Material for the task>
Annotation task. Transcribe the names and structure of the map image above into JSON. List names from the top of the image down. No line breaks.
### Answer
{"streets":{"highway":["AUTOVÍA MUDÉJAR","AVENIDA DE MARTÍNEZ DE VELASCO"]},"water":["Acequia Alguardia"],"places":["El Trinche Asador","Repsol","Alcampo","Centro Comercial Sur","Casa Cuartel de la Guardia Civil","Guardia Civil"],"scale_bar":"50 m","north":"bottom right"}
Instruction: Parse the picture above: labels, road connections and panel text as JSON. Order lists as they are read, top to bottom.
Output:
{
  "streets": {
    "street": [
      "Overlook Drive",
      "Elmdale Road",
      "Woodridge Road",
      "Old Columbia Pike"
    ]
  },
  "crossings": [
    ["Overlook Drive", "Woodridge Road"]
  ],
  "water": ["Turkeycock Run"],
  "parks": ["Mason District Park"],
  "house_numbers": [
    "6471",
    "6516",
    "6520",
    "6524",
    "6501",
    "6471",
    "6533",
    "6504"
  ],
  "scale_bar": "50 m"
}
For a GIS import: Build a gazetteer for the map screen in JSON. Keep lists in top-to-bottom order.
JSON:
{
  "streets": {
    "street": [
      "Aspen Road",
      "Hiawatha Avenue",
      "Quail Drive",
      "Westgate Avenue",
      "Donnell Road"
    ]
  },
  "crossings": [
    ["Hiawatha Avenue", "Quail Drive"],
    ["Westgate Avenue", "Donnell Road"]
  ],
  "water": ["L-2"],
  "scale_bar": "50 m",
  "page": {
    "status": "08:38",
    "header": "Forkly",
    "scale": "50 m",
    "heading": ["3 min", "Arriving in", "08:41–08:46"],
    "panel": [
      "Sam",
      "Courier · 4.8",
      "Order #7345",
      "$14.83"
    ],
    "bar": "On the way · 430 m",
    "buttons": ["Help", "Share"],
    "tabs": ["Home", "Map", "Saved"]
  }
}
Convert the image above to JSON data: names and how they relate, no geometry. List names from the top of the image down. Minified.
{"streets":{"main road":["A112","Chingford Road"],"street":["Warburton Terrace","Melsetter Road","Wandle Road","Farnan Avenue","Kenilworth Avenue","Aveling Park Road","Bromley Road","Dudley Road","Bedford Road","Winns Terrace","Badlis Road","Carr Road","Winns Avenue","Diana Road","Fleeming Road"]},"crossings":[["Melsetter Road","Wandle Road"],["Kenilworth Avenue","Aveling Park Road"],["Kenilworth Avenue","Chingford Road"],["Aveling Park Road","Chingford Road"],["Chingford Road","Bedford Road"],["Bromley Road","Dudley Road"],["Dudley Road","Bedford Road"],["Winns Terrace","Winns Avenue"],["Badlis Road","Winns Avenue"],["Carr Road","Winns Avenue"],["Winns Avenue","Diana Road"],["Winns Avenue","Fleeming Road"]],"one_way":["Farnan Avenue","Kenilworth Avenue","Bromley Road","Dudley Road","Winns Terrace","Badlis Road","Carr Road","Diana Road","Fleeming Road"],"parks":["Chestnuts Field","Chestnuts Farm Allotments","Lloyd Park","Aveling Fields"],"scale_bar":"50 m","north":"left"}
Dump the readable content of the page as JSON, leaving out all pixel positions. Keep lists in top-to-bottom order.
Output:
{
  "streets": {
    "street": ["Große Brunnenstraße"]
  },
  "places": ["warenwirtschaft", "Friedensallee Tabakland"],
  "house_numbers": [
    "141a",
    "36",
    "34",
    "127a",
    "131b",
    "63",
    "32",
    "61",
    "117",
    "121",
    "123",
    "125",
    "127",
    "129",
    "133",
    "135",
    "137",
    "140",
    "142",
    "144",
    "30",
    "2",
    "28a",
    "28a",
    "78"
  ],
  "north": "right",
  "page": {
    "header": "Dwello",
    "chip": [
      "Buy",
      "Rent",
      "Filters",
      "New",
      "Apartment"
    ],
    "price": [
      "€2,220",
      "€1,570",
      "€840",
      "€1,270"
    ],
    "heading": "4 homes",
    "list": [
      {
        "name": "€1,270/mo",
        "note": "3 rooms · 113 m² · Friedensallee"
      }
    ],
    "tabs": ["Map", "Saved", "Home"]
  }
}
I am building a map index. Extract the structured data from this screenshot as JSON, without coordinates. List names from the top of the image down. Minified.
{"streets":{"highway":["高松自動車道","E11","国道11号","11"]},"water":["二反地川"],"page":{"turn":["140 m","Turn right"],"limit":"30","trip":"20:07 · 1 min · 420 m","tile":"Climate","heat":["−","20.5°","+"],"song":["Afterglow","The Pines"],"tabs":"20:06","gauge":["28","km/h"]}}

Brief>
Your reply should hold all the lines from the listing above in which "lists" appears.

Exercise answer>
Instruction: Parse the picture above: labels, road connections and panel text as JSON. Order lists as they are read, top to bottom.
For a GIS import: Build a gazetteer for the map screen in JSON. Keep lists in top-to-bottom order.
Dump the readable content of the page as JSON, leaving out all pixel positions. Keep lists in top-to-bottom order.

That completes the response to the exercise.